Thursday, November 29, 2007

In his review of Friction in the American Journal of Sociology, Michael Goldman
Praises the list of animals and plants in the margins of Tsing’s book:
“The margins of one chapter are filled with her categories
and descriptions of species of snakes, beasts, vegetables, mushrooms, and
‘beings of the water.’ More than a mere list, her insights and descriptions
perform as an animated critique of the orientalizing and infantilizing
categories produced by outsider experts to describe “poor” people such as
herself. The subaltern speaks and acts in ways that have the potential to
undermine the exploitative plans of elites.”

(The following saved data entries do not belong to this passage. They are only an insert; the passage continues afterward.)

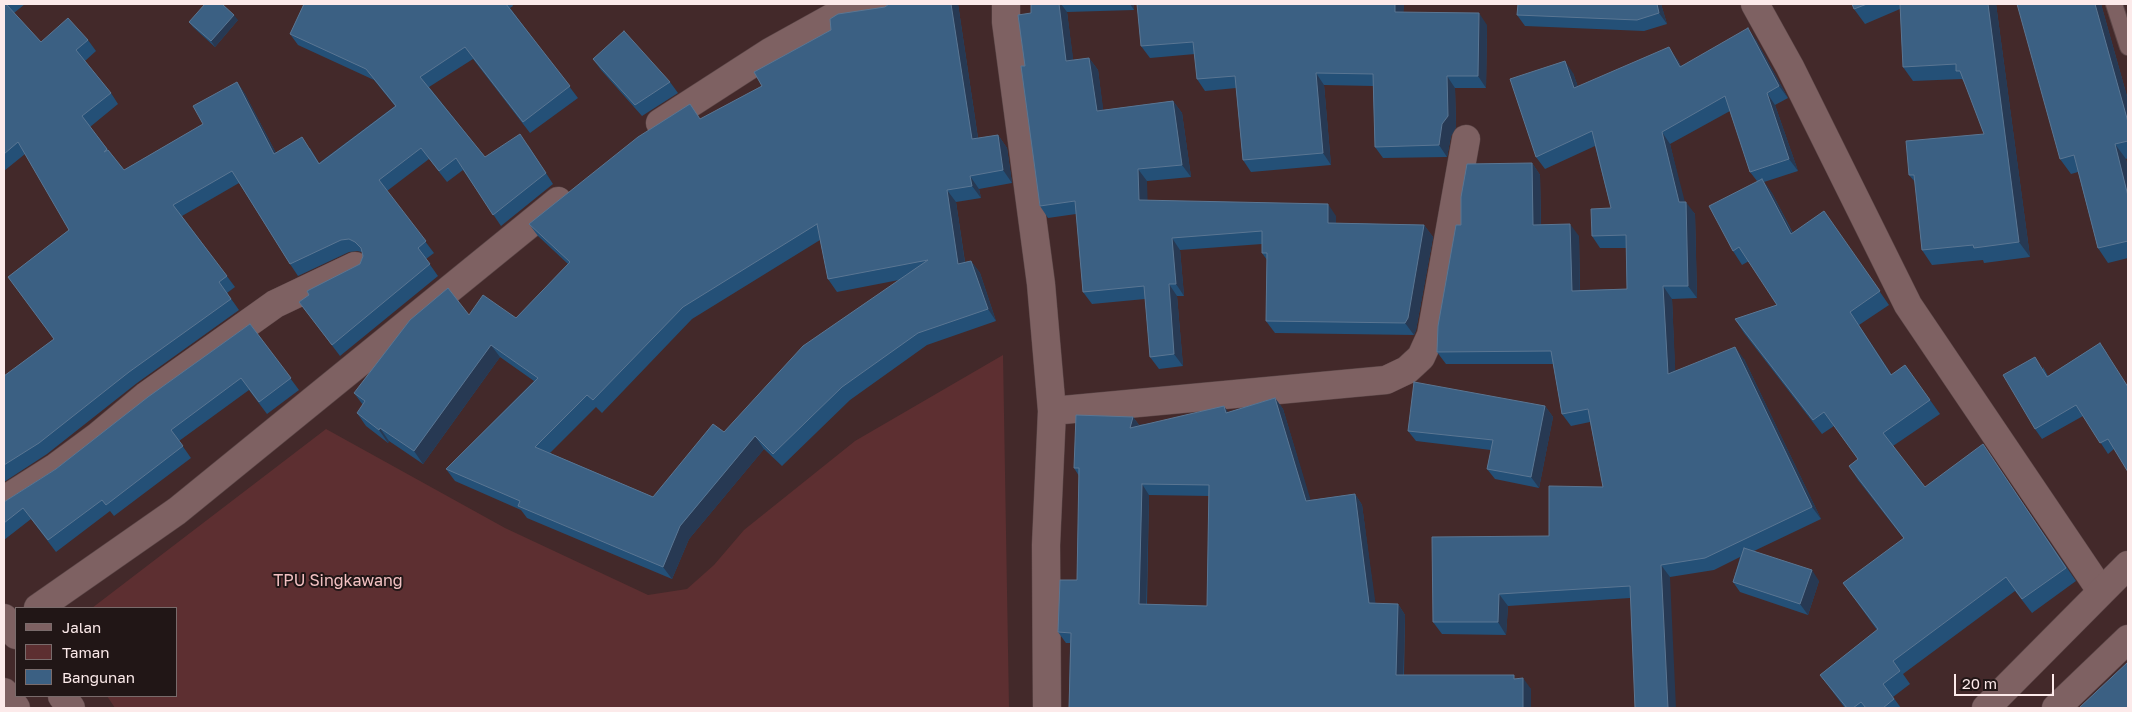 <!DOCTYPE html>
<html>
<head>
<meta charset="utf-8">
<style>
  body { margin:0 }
  #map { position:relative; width:2132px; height:712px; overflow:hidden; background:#43292a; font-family:"Golos Text",sans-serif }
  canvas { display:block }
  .frame { position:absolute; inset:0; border:5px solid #fceaea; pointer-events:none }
  .legend { position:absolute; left:15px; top:607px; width:162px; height:90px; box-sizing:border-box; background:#211616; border:1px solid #796b6b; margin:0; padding:6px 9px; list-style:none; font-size:15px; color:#fceaea }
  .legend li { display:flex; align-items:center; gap:10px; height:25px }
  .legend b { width:25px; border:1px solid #796b6b }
  .scale { position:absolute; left:1954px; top:674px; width:100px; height:22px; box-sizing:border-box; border:2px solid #fceaea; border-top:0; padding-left:6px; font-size:15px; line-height:18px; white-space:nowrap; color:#fceaea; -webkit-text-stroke:4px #211616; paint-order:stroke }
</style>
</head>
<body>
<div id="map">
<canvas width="2132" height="712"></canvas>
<div class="frame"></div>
<ul class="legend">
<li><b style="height:6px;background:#7e6162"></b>Jalan</li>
<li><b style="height:14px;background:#5d2f31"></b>Taman</li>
<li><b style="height:14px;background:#3b6083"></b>Bangunan</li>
</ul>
<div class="scale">20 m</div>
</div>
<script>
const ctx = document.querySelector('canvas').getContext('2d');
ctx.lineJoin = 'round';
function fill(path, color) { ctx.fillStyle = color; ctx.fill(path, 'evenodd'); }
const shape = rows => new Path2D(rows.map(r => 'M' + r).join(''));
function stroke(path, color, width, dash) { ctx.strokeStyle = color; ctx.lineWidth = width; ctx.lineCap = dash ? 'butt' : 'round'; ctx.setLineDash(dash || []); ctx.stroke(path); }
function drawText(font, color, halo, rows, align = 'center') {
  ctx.font = font + ' "Golos Text",sans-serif'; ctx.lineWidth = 4; ctx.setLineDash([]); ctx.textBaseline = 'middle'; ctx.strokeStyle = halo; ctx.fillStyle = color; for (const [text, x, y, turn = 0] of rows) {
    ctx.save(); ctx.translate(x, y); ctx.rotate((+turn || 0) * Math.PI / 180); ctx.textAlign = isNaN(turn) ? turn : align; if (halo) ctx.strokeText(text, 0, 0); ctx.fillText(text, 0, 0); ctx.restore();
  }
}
fill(shape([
  [1003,355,1009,708,115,708,107,696,176,696,176,608,92,608,326,429,505,528,648,595,687,589,714,565,744,530,855,441]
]), '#5d2f31');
const service = shape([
  [2114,4,2128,47]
]);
const minor = shape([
  [1006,4,1006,22,1041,284,1052,411,1046,545,1047,708],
  [1755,4,1790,67,1908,305,2101,591],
  [660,123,770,52,842,12,889,4],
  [1052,411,1386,380,1407,370,1421,357,1431,335,1466,139],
  [4,500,56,467,98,436,146,396,275,304,355,266],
  [38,608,177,511,558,201]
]);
const secondary = shape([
  [4,618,16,635],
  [4,692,16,708],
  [62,696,71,708],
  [1986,708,2128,565],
  [2056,708,2128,639]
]);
stroke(service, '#5b4647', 18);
stroke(minor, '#5b4647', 29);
stroke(secondary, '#5b4647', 29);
stroke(service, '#7e6162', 16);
stroke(minor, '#7e6162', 28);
stroke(secondary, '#7e6162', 28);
fill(shape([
  [4,4,25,4,14,13,41,42,88,40,96,51,85,61,111,93,118,104,90,127,124,170,203,124,237,82,245,94,276,153,310,148,319,163,395,106,374,80,298,45,290,34,304,4,512,4,513,6,510,8,578,98,530,133,473,59,429,87,485,157,528,145,553,184,501,226,463,170,447,182,429,159,387,191,434,253,426,259,438,276,340,356,299,302,360,264,363,256,362,252,357,251,349,252,298,276,290,264,239,183,182,216,235,287,227,293,239,310,137,383,47,454,4,482,4,376,54,339,8,277,69,230,25,154,4,171],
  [889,4,958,4,978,138,998,135,1007,148,1012,183,979,189,981,198,956,202,965,262,971,261,980,273,996,321,927,345,850,400,782,466,764,449,689,539,672,579,527,518,521,510,455,481,446,469,534,381,500,357,423,464,389,441,388,443,366,426,357,413,363,405,354,393,469,315,516,318,568,264,538,236,529,224,701,119,762,86],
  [820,240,828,279,837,292,899,280,724,432,653,497,550,453,596,407,602,413,692,319],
  [1031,4,1134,4,1134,10,1067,12,1073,60,1089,58,1098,70,1103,110,1173,101,1182,113,1191,177,1147,181,1147,200,1336,216,1336,223,1424,225,1433,237,1416,330,1414,335,1275,333,1266,321,1267,260,1262,253,1262,244,1180,250,1184,296,1177,296,1183,366,1159,369,1150,357,1145,299,1092,304,1083,292,1076,214,1048,218,1040,206,1025,66,1031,13],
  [1137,4,1404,4,1403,12,1487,25,1486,88,1455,88,1456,127,1451,136,1447,157,1383,158,1375,147,1373,86,1324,85,1331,165,1251,172,1243,160,1236,88,1205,91,1197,79,1195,54,1150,58,1141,46],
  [1518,4,1661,4,1667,24,1644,31,1525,26,1517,15],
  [1852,4,1996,4,2030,257,1984,263,1983,260,1932,265,1922,250,1915,182,1909,175,1984,134,1966,85,1962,79,1913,81,1903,67,1900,9,1865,24,1854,9],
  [2101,4,2128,100,2128,158,2126,159,2128,170,2128,258,2108,263,2098,248,2078,172,2071,174,2060,159],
  [238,20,215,47,193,27,189,22],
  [1756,40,1788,98,1775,105,1798,171,1764,182,1772,193,1793,233,1824,211,1889,305,1859,325,1892,375,1905,365,1940,414,1893,446,1925,487,1992,458,2076,581,2032,613,2015,591,1903,674,1910,684,1893,697,1901,708,1845,708,1820,675,1877,630,1843,583,1904,539,1858,480,1849,466,1858,459,1834,426,1822,434,1744,333,1735,319,1777,305,1749,261,1742,265,1733,251,1757,181,1750,172,1730,111,1670,144,1684,202,1695,214,1697,298,1672,299,1675,371,1744,359,1821,519,1754,551,1819,581,1808,615,1740,592,1733,582,1740,557,1714,570,1670,577,1630,598,1508,606,1506,635,1442,634,1433,622,1549,536,1603,487,1590,422,1571,426,1562,414,1553,364,1446,364,1437,352,1461,225,1532,163,1540,175,1541,225,1579,236,1580,290,1627,289,1626,248,1600,248,1592,236,1611,208,1595,146,1545,169,1536,157,1573,73,1578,87,1677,59,1681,66],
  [593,59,670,82,678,93,642,116,601,70],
  [250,324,299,390,267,414,249,390,179,441,191,458,114,516,110,511,56,552,31,519,4,540,4,502,56,469],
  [2100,343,2107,353,2114,449,2108,454,2083,416,2042,439,2035,429,2043,367,2048,376],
  [1275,398,1283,409,1310,500,1355,494,1362,505,1375,604,1398,604,1405,615,1404,675,1517,679,1531,689,1531,708,1069,708,1070,643,1066,643,1058,632,1077,580,1079,476,1074,468,1133,417,1139,425,1229,412],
  [1149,495,1209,496,1207,606,1147,604],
  [1545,406,1553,417,1539,488,1495,479,1487,469,1491,450,1416,441,1408,431]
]), '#245077');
fill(shape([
  [951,4,958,4,980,152,972,139],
  [1059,4,1061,4,1067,12,1075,73,1066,61],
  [1130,4,1134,4,1134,10],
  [1395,4,1404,4,1403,24,1395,12],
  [1657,4,1661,4,1667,24,1659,13],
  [1988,4,1996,4,2030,257,2019,242],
  [2095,4,2101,4,2128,100,2128,122],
  [1479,13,1487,25,1486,88,1478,76],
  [234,15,238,20,215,47,211,41],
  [1748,28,1756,40,1788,98,1779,86],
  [1669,47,1677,59,1688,79,1680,67],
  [1089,58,1098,70,1105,123,1097,111],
  [1565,61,1573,73,1583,101,1574,88],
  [1316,73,1324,85,1331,165,1323,153],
  [1447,76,1455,88,1456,127,1451,136,1447,157,1439,145],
  [237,82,245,94,282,165,274,154],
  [1767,93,1775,105,1798,171,1789,159],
  [1173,101,1182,113,1191,177,1182,165],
  [1662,132,1670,144,1687,210,1686,202,1695,214,1697,298,1688,286,1679,202],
  [998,135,1007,148,1012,183,1003,170],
  [2115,144,2126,159,2128,170,2128,196],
  [1532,163,1540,175,1541,237,1533,225],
  [1138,169,1147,181,1148,212,1139,200],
  [970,176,979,189,981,198,972,186],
  [1762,179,1772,193,1800,248,1791,234],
  [947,190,956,202,967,277,958,264],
  [1328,204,1336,216,1336,235,1328,223],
  [1570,224,1579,236,1580,303,1572,291],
  [1424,225,1433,237,1416,330,1414,335,1405,323],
  [1172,238,1180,250,1184,296,1176,284],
  [971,261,980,273,996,321,988,309],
  [1169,284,1177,296,1183,366,1174,354],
  [1663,286,1672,299,1676,386,1668,374],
  [491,345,500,357,423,464,414,451],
  [1735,347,1744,359,1821,519,1812,507],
  [1275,398,1283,409,1314,511,1306,501],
  [1224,406,1231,416,1226,413],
  [1545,406,1553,417,1539,488,1531,477],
  [1133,417,1141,428,1130,428],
  [380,428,389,441,388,443,379,430],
  [755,436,764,449,689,539,672,579,663,567,680,526],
  [1142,484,1149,495,1146,615,1139,604],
  [1355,494,1362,505,1377,614,1369,603],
  [1661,565,1670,577,1676,708,1668,708],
  [1812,570,1819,581,1808,615,1800,604],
  [1499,594,1508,606,1506,635,1498,622],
  [1398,604,1405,615,1403,686,1396,675],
  [1523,678,1531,689,1531,708,1523,708]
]), '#273953');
const building = shape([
  [4,4,6,4,41,42,68,18,88,40,76,50,111,93,82,116,107,149,104,152,108,150,124,170,203,124,193,106,237,82,274,154,302,137,319,164,396,106,366,69,290,34,304,4,506,4,570,86,523,122,465,47,420,77,485,157,520,134,546,173,493,215,456,158,439,171,421,148,379,180,426,241,418,248,430,264,332,345,299,302,309,295,307,291,360,264,363,256,361,248,355,242,349,239,341,240,290,264,232,171,173,205,227,276,219,282,231,299,129,372,39,443,4,465,4,376,54,339,8,277,69,230,18,142,4,154,4,4],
  [205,4,222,4,234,15,211,41,189,22,205,4],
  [889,4,951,4,972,139,998,135,1003,170,970,176,972,186,947,190,958,264,971,261,988,309,918,333,842,387,773,454,755,436,680,526,663,567,518,506,520,501,446,469,538,378,491,345,414,451,380,428,379,430,357,413,365,401,354,393,410,320,448,288,469,315,483,295,516,318,570,262,529,224,638,137,690,104,700,119,762,86,754,72,831,30,830,19,838,14,885,7,889,4],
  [817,224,828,279,928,260,803,346,724,432,713,424,653,497,535,447,587,395,593,400,683,307,817,224],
  [1031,4,1059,4,1066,61,1089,58,1097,111,1173,101,1182,165,1138,169,1139,200,1328,204,1328,223,1424,225,1408,318,1405,323,1266,321,1267,253,1262,253,1262,231,1172,238,1176,284,1169,284,1174,354,1150,357,1144,286,1083,292,1075,201,1040,206,1021,66,1025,66,1018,15,1031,13,1031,4],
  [1137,4,1395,4,1395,12,1479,13,1478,76,1447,76,1448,116,1442,124,1439,145,1375,147,1373,74,1316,73,1323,153,1243,160,1235,76,1197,79,1193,42,1141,46,1137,4],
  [1518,4,1657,4,1659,13,1637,20,1517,15,1518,4],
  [1852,4,1867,4,1854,9,1852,4],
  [1900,4,1988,4,2019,242,1974,248,1973,245,1922,250,1914,175,1909,175,1906,141,1984,134,1960,71,1956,71,1956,64,1903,67,1900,4],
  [2017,4,2095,4,2128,122,2128,141,2115,144,2128,196,2128,241,2098,248,2074,155,2060,159,2017,4],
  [1748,28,1779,86,1767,93,1789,159,1750,172,1725,96,1662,132,1679,202,1686,202,1688,286,1663,286,1668,374,1735,347,1812,507,1705,558,1661,565,1668,708,1635,708,1630,586,1499,594,1498,622,1433,622,1432,537,1549,536,1549,486,1603,487,1588,409,1562,414,1551,351,1437,352,1438,326,1456,225,1461,225,1461,197,1467,164,1532,163,1533,225,1570,224,1572,291,1627,289,1626,235,1592,236,1591,209,1611,208,1592,131,1536,157,1510,79,1565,61,1574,88,1669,47,1680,67,1748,28],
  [624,31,670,82,635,105,593,59,624,31],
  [1762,179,1791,234,1824,211,1880,291,1850,312,1891,375,1905,365,1930,400,1883,433,1925,487,1983,444,2066,568,2022,599,2006,577,1893,661,1900,671,1883,684,1894,699,1883,708,1866,708,1861,702,1853,708,1847,708,1820,675,1878,629,1843,583,1904,538,1849,466,1858,459,1824,412,1813,420,1735,319,1777,305,1739,247,1733,251,1709,206,1762,179],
  [250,324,291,378,259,402,241,378,171,430,183,446,106,505,102,500,48,540,23,508,4,523,4,502,56,469,148,397,250,324],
  [2100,343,2128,387,2128,472,2108,439,2100,443,2076,405,2035,429,2003,375,2035,357,2047,377,2100,343],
  [1414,382,1545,406,1531,477,1487,469,1493,440,1408,431,1414,382],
  [1275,398,1306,501,1355,494,1369,603,1398,604,1396,675,1514,675,1514,679,1523,678,1523,708,1069,708,1071,633,1058,632,1060,580,1077,580,1079,468,1074,468,1076,415,1133,417,1130,428,1224,406,1226,413,1275,398],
  [1142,484,1209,485,1207,606,1139,604,1142,484],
  [1744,548,1812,570,1800,604,1733,582,1744,548],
  [2128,662,2128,708,2079,708,2128,662]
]);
fill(building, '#3b6083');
stroke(building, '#5a7693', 1);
drawText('16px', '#f2c1c2', '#211616', [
  ["TPU Singkawang",338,581]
]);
</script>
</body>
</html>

In lecture, Prof. Chun raised the question of gaps created by Tsing’s text, using the (literally) marginalized list as an example. Tsing herself writes that the project of making the list of life-forms was a “self-conscious project of placing a local niche within a global imagining. The list acknowledged and acclaimed a global diversity by conserving a local space within it” (156). She goes on to write that the list itself “offers a vivid image of global friction” and is “self-consciously globalist” as well as “self-consciously localized” (170). Finally, Tsing argues that the list builds a “point of view from which to engage globalism” which is the “very thing scholars need to assess scale making claims and practices” (170).
I think these three interpretations of the list are interesting to look at, especially in the context of the gaps created by knowledge. How does the list function as a point of view to engage globalism? Is it possible that it also potentially serve to undermine elites? Can the list feasibly do both?